Carlsen up for more prizes
December 12, 2013

Magnus Carlsen is now the reigning world champion in chess but that didn’t qualify him to be a candidate for Norway’s best male athlete of the year. As the debate goes on over whether chess is also sport, Carlsen is nominated for other prizes at Norway’s annual sports gala on January 4.

Chess is a recognized sport in 105 countries, according to Professor Matti Goksøyr of Norway’s top athletic college(Norges idrettshøgskole). It’s also been recognized as a sport by the International Olympic Committee (IOC) and the international chess federation FIDE claims that it deals with sport.

Several of Norway’s top athletes, like golfer Suzann Pettersen and legendary alpine skier Kjetil André Aamodt, view Carlsen as “absolutely a top athlete,” and for years he’s received lots of votes for the annual athletes’ prize, Goksøyr wrote in a recent commentary in newspaperAftenposten. Goksøyr also stresses that “athletics isn’t only about strength, speed and muscles. Athletics is muscle movement set into a conscious perspective.”

The sports bureaucrats running Norway’s national athletics federation (Norges Idrettsforbund), however, note that Norway’s chess federation (Norges Sjakkforbund) isn’t a member of the athletics federation, and therefore Carlsen and other chess players don’t qualify. Those arguing that Carlsen (who puts great emphasis on physical athletic exertion to stay in shape because “when I feel well I play well”) should have been a candidate for top athlete of the year would first need to push through new rules for doling out the athletics federation’s prizes.

“Carlsen is not part of Norwegian athletics,” Tore Øvrebø, leader of the jury that handles the athletics prizes, told Norwegian Broadcasting (NRK). “He is a fantastic performer, and does something that borders on being sport, but for now he is not a part of Norwegian athletics.”

That position has infuriated many fans of Carlsen, and debate has been brisk on social media sites this week, with the athletics federation drawing harsh criticism. It remains undaunted. “The jury’s main principle is that we don’t discuss candidates, but the nominations speak for themselves,” stated a press release from the federation earlier this week. “They do this year as well, but since there’s been special focus on the (upcoming) sports gala and Magnus Carlsen’s presentation at the World Chess Championship, we made a small exception here.”

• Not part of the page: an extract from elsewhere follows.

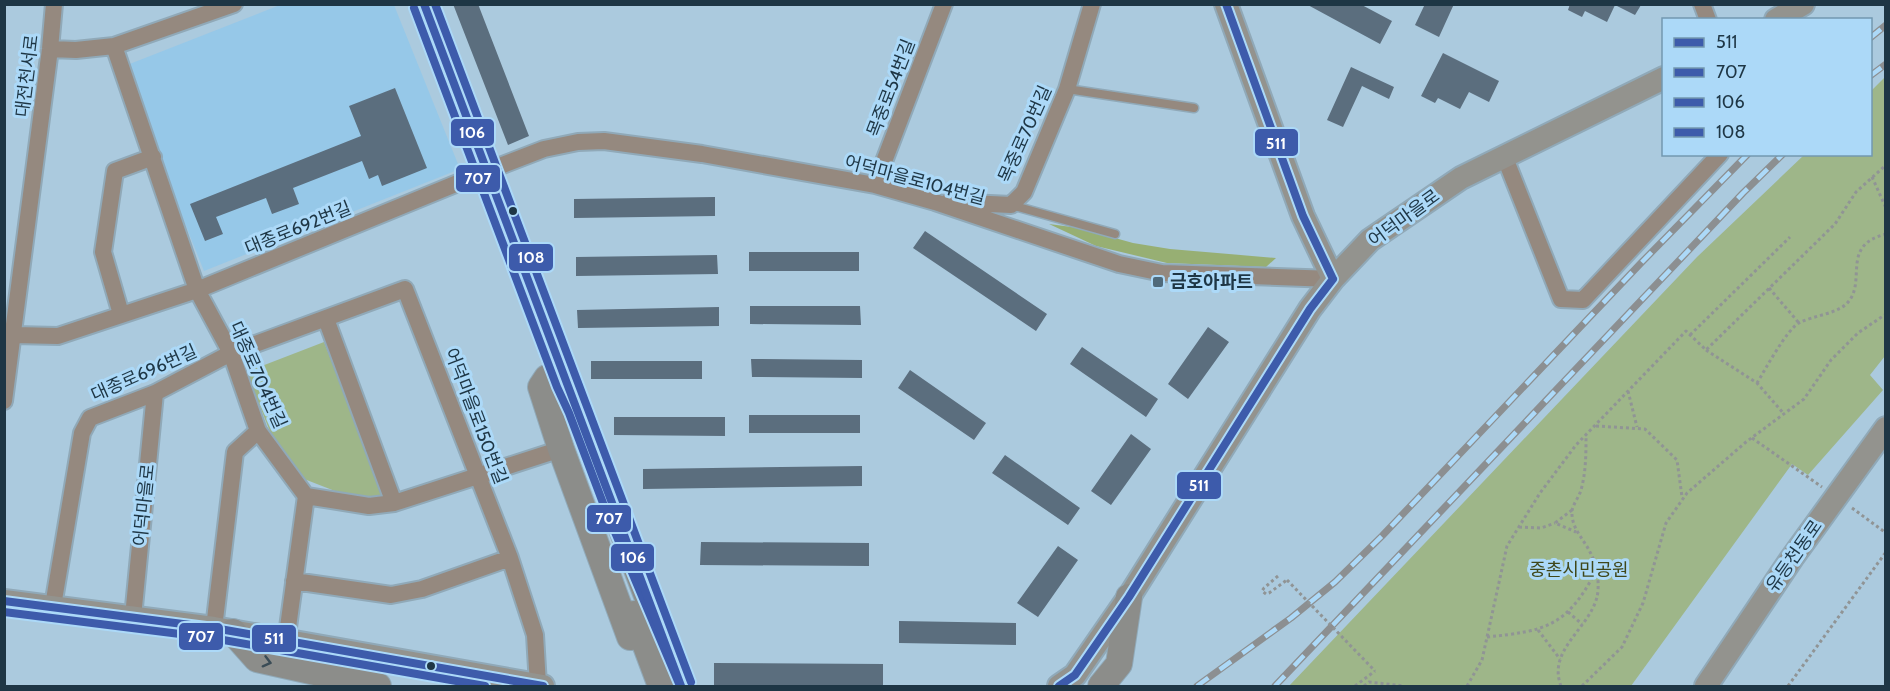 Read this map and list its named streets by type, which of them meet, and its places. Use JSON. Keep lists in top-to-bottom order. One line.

Carlsen has been nominated for the prize of Årets navn (The Name of the Year) and for the top prize in the Åpen klasse (Open class). He reportedly is pleased about the nominations and “understands that he can’t be nominated as male athlete of the year” in Norway, according to his manager Espen Agdestein.

And Carlsen, who’s been raking in lots of other honours lately, like being allowed to kick off a football match for his favourite professional club Real Madrid, will attend the athletics gala in January. “He thinks it’s nice to be nominated for the two prizes and also looks forward to dole out other prizes at the gala,” Agdestein told NRK.

The others nominated for male athlete of the year, by the way, include skiers Emil Hegle Svendsen, Petter Northug and Aksel Lund Svindal along with ski jumper Anders Bardal and snowboarder Torstein Horgmo.